192464 An examination of the characteristics of passive and provocative victims of bullying

Tuesday, November 10, 2009

Sally Black, RN, PhD , Health Services, Saint Joseph's University, Plymouth Meeting, PA
Amanda Lee Tsafos , Saint Joseph's University, Haddonfield, NJ
Ericka Washington , Office of School Climate and Safety, The School District of Philadelphia, Philadelphia, PA
Growing awareness of the relationship between school attacks and bullying victimization has hastened anti-bullying policies in many school districts. Many of the most popular policies, such as peer mediation and zero tolerance fail to address the interpersonal dynamics of passive victims, provocative victims, bullies, and bystanders. This study used pre-existing data to investigate the unique characteristics of the larger social group. Of the 9,588 survey respondents, 13.1% self-reported as bullies, 22.7% as passive victims, 15.0% as provocative victims, and 49.2% as bystanders. Provocative victims reported significantly greater poly-victimization than passive victims (x2(8)=78.7, p<.001). Bullies (22.2%) reported significantly greater dislike for school than provocative victims (19.6%), passive victims (17.1%), and bystanders (14.0%) (x2(18)=266.6, p<.001). Bullies (90.2%) and bystanders (91.3%) reported more social connections with peers than passive victims (83.2%) and provocative victims (82.7%) (x2(15)=235.3, p<.001). Bullies and bystanders showed similarly low empathy levels, suggesting the need for interventions in both groups. Results suggest the application of learning theory as a way to improve school climate. Rather than using zero tolerance, which tends to be punitive, exclusionary and intolerant, adults should use bullying incidents as a teachable moment to teach children about empathy and social justice.

Learning Objectives:
After this session, participants will be able to: 1) Differentiate the roles of bullying participants; 2) Identify pro-social strategies for youth violence prevention; 3) Critically evaluate current policies in bullying prevention.

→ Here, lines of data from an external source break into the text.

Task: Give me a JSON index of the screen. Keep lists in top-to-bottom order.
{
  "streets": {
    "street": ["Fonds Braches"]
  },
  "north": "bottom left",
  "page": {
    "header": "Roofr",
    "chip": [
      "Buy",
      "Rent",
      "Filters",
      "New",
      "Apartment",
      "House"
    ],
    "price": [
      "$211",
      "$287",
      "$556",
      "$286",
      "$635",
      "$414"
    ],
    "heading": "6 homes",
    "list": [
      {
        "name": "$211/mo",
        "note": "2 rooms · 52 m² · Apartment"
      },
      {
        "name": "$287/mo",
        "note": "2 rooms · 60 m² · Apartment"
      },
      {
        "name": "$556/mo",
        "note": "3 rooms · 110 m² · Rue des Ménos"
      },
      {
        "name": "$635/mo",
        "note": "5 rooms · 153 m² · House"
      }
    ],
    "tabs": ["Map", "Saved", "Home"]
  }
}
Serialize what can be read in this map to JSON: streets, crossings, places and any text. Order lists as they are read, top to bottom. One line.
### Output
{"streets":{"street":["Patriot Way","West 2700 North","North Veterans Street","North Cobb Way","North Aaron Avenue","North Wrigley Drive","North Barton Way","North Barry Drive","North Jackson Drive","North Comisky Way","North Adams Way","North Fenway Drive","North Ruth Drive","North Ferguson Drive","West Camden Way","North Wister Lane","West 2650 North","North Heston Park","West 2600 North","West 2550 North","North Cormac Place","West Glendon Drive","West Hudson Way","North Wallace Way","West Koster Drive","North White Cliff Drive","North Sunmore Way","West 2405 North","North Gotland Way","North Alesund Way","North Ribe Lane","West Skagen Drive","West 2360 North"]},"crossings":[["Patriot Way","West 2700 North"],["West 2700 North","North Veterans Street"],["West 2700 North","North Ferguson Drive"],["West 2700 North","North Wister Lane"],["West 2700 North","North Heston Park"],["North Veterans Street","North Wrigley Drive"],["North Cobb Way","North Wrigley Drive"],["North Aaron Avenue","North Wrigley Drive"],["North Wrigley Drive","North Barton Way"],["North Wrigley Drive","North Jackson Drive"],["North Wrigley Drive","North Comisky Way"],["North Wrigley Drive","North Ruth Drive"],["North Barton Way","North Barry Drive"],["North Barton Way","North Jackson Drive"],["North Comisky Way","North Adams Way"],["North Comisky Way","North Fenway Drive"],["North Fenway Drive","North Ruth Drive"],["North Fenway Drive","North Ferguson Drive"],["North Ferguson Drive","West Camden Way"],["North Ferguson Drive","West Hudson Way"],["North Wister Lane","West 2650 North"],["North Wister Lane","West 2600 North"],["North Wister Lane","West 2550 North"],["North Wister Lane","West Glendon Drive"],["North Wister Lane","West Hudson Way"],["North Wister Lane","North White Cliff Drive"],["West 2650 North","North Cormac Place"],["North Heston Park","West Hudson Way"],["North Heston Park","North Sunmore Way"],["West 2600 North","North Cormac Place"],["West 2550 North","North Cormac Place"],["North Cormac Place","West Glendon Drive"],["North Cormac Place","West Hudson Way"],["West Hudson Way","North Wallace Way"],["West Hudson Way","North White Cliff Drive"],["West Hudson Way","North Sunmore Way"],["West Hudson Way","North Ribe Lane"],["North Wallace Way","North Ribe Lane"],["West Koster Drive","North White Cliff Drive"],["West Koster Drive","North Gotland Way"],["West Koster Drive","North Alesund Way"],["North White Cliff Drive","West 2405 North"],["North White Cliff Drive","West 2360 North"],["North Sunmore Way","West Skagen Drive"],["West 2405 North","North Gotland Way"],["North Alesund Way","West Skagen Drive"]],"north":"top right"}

Keywords: Youth Violence, Child/Adolescent Mental Health

Presenting author's disclosure statement:

Qualified on the content I am responsible for because: PhD in Health Studies, MS in Health Education, Registered Nurse; eight years working in bullying prevention with approximately five published articles
Any relevant financial relationships? No

I agree to comply with the American Public Health Association Conflict of Interest and Commercial Support Guidelines, and to disclose to the participants any off-label or experimental uses of a commercial product or service discussed in my presentation.